The number of dead was not immediately clear, although an oil industry source said that 5 of the 15 soldiers protecting the convoy were killed.
Sagir Musa, an army spokesman, confirmed that soldiers were killed but said he did not know the exact number.
He said: "About 17 militants attacked our soldiers. The militants came in several boats. They succeeded in sinking two of our boats with soldiers inside."
Musa said that several injured soldiers had been taken to Port Harcourt, the state capital.
The convoy was supplying oilfields operated by Royal Dutch Shell.
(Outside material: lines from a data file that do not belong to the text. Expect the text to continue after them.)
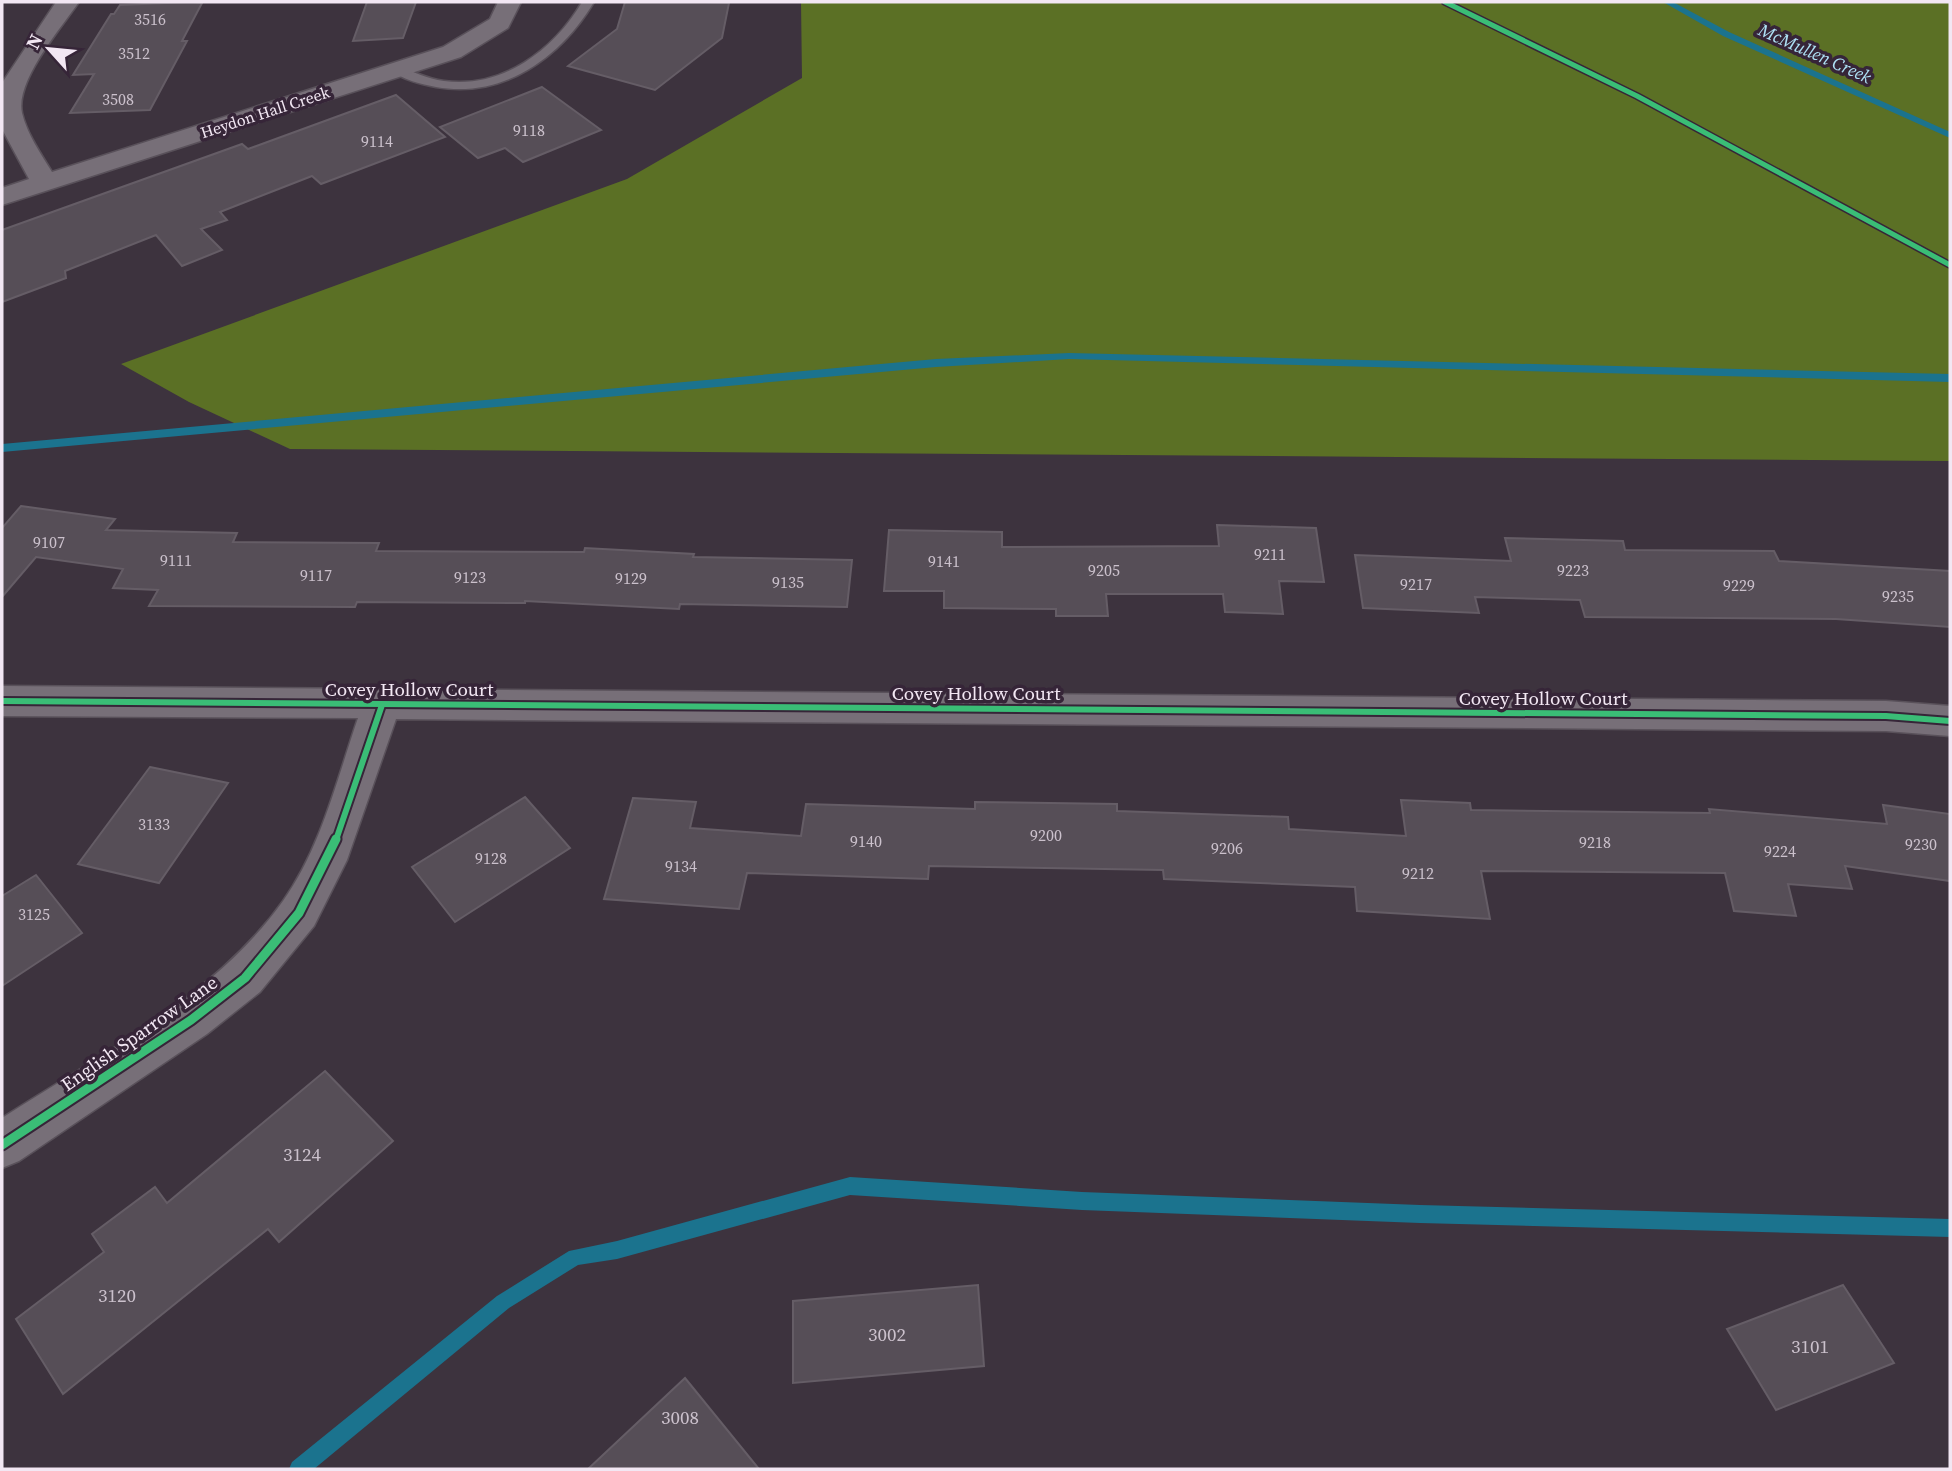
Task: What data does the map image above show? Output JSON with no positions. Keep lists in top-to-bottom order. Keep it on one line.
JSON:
{"streets":{"street":["Heydon Hall Creek","Covey Hollow Court","English Sparrow Lane"]},"crossings":[["Covey Hollow Court","English Sparrow Lane"]],"water":["McMullen Creek"],"house_numbers":["3516","3512","3508","9118","9114","9107","9211","9111","9141","9205","9223","9117","9123","9129","9135","9217","9229","9235","3133","9200","9140","9218","9230","9206","9224","9128","9134","9212","3125","3124","3120","3002","3101","3008"],"north":"top left"}
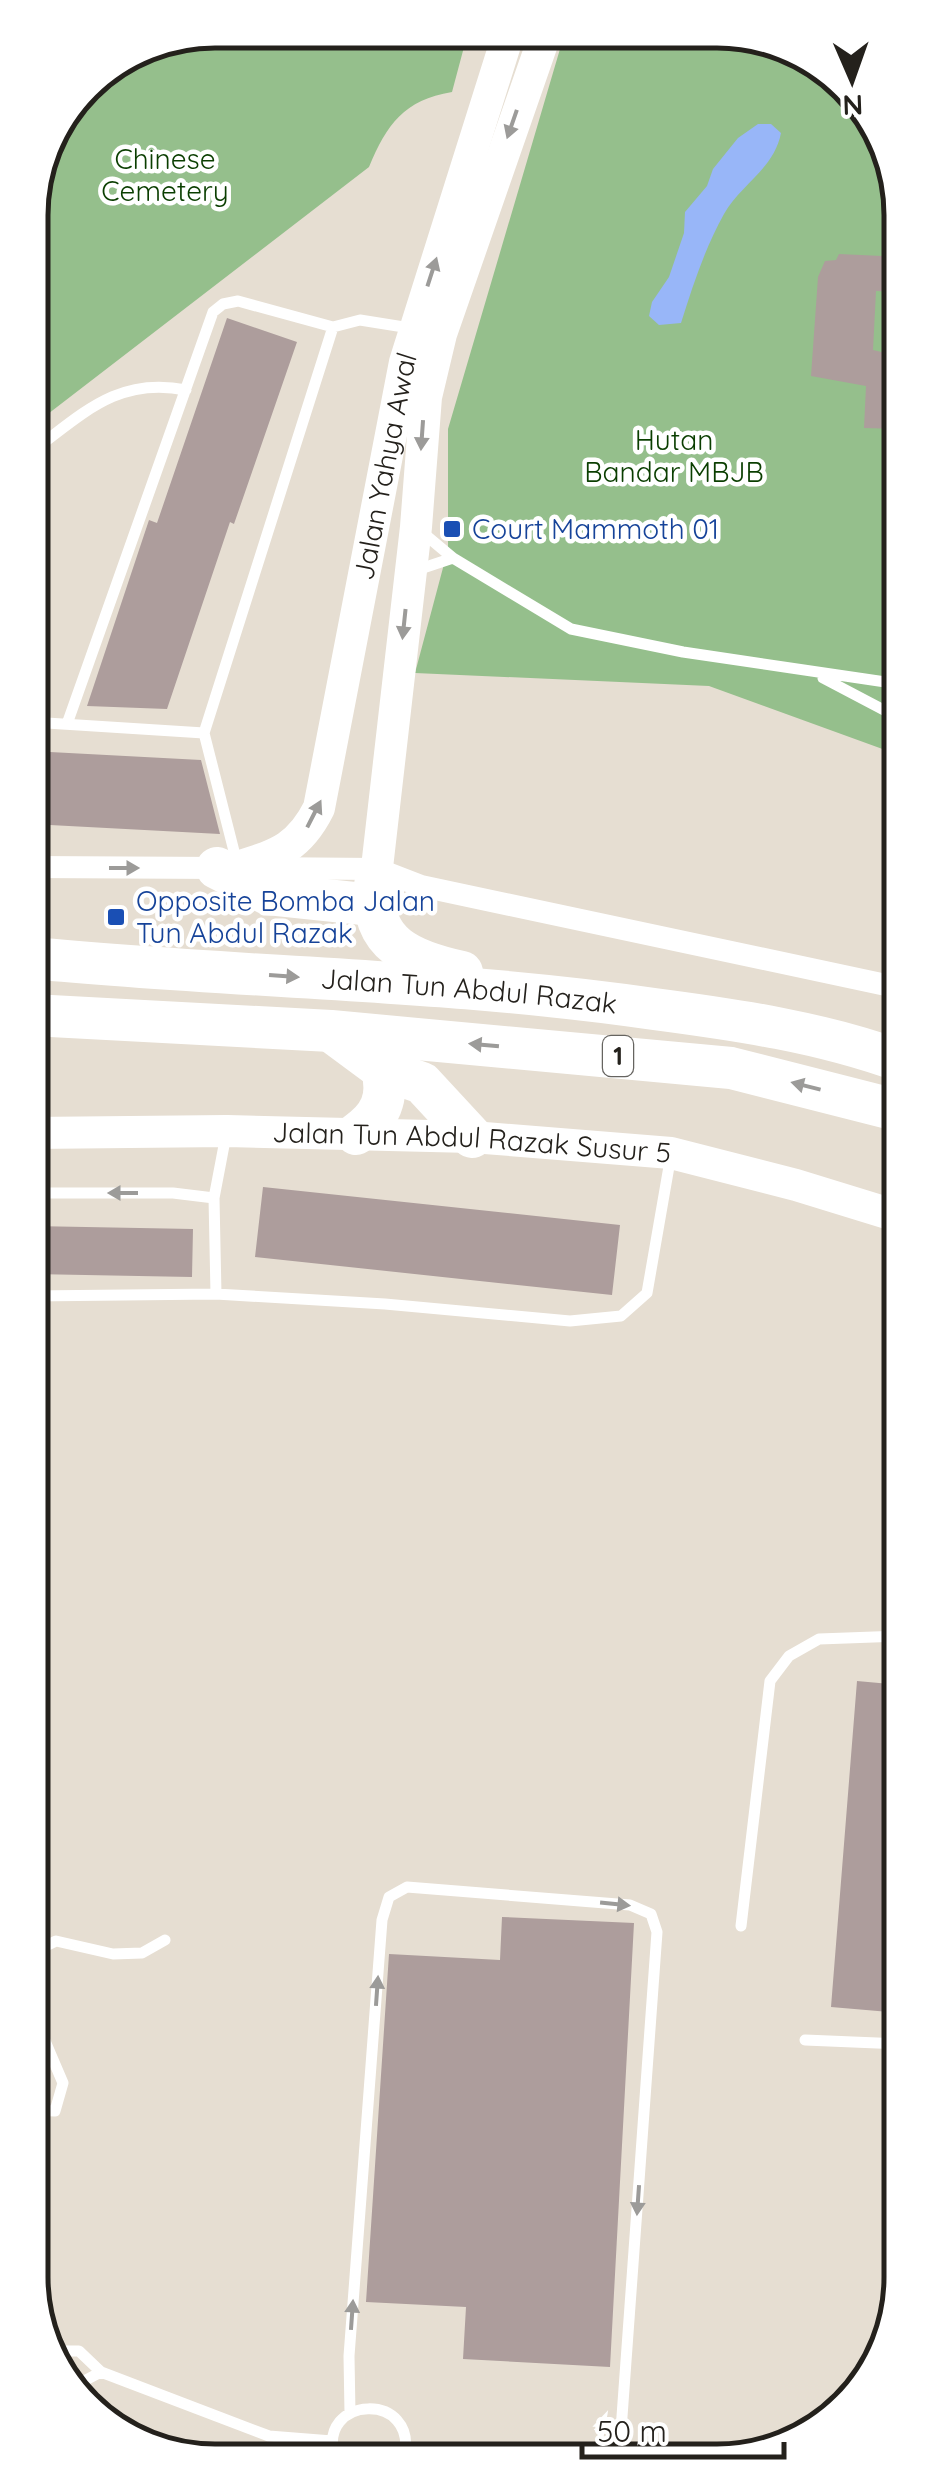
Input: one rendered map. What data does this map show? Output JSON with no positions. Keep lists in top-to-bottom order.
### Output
{
  "streets": {
    "highway": ["Jalan Tun Abdul Razak", "1"],
    "main road": ["Jalan Yahya Awal", "Jalan Tun Abdul Razak Susur 5"]
  },
  "parks": ["Chinese Cemetery", "Hutan Bandar MBJB"],
  "places": {
    "transit": ["Court Mammoth 01", "Opposite Bomba Jalan Tun Abdul Razak"]
  },
  "scale_bar": "50 m",
  "north": "bottom"
}
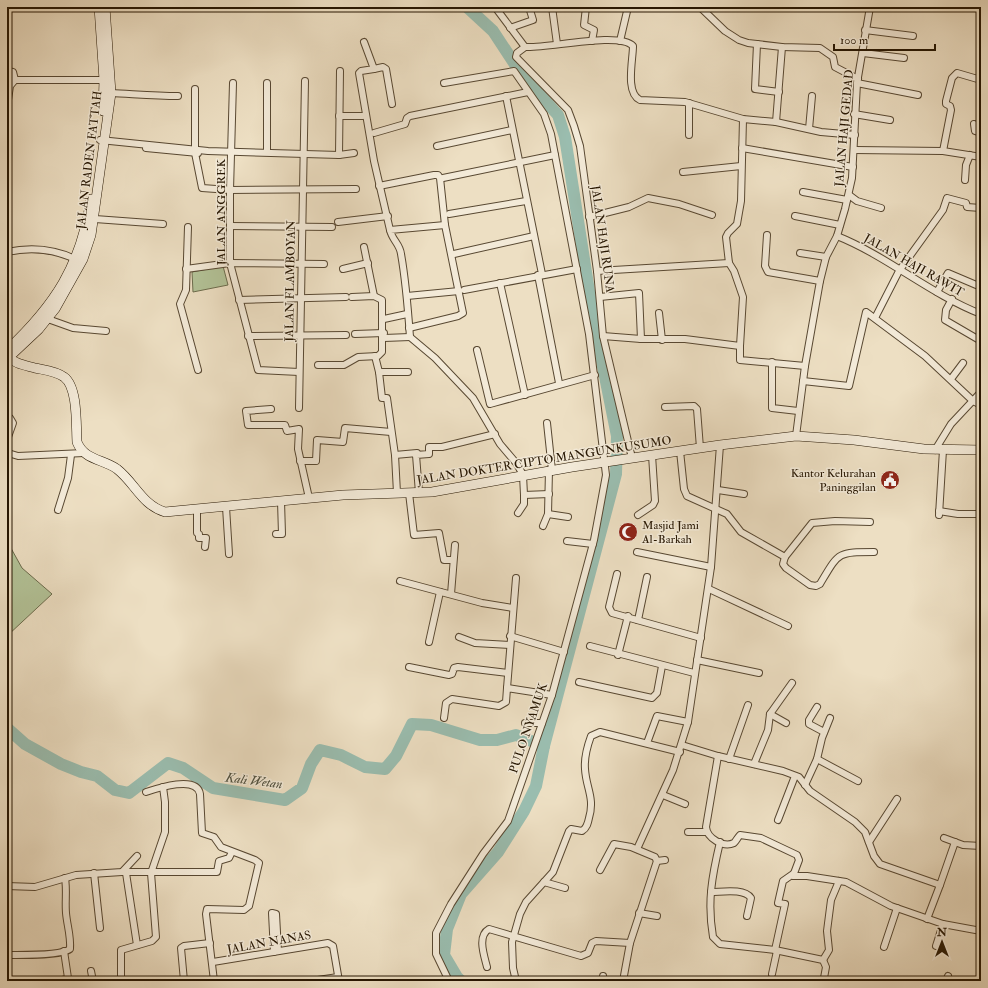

A Shell source said that it was unlikely the attack would have any impact on oil output because it occurred in a river far from any facilities.
A self-styled Joint Revolutionary Council, which says it represents three armed groups, claimed responsibility for the attack and demanded the release of Mujahid Dokubo-Asari, a jailed leader of the group.
The council said in an email to journalists: "The purpose of this celebration of ability and capability was to prove to the armed forces of the Nigerian state that we can take them on anywhere, anytime and anyhow."
However, a spokesman for the Movement for the Emancipation of the Niger Delta (MEND), one of the three groups the council said it represented, told Reuters that it had nothing to do with the attack.
A sixth of Nigeria's oil production capacity has been shut down since February following a wave of attacks by MEND.
The situation in the world's eighth biggest exporter of crude has contributed to several spikes in world oil prices.
The Niger Delta was relatively quiet in September after a spate of kidnappings in August. A total of 18 oil workers were abducted that month in eight separate incidents. One of the hostages was shot dead by troops in a botched attempt to release him, while all the others have been freed.
Most inhabitants of the Niger Delta, which is almost the size of England, have seen few benefits from five decades of oil extraction that has damaged their environment.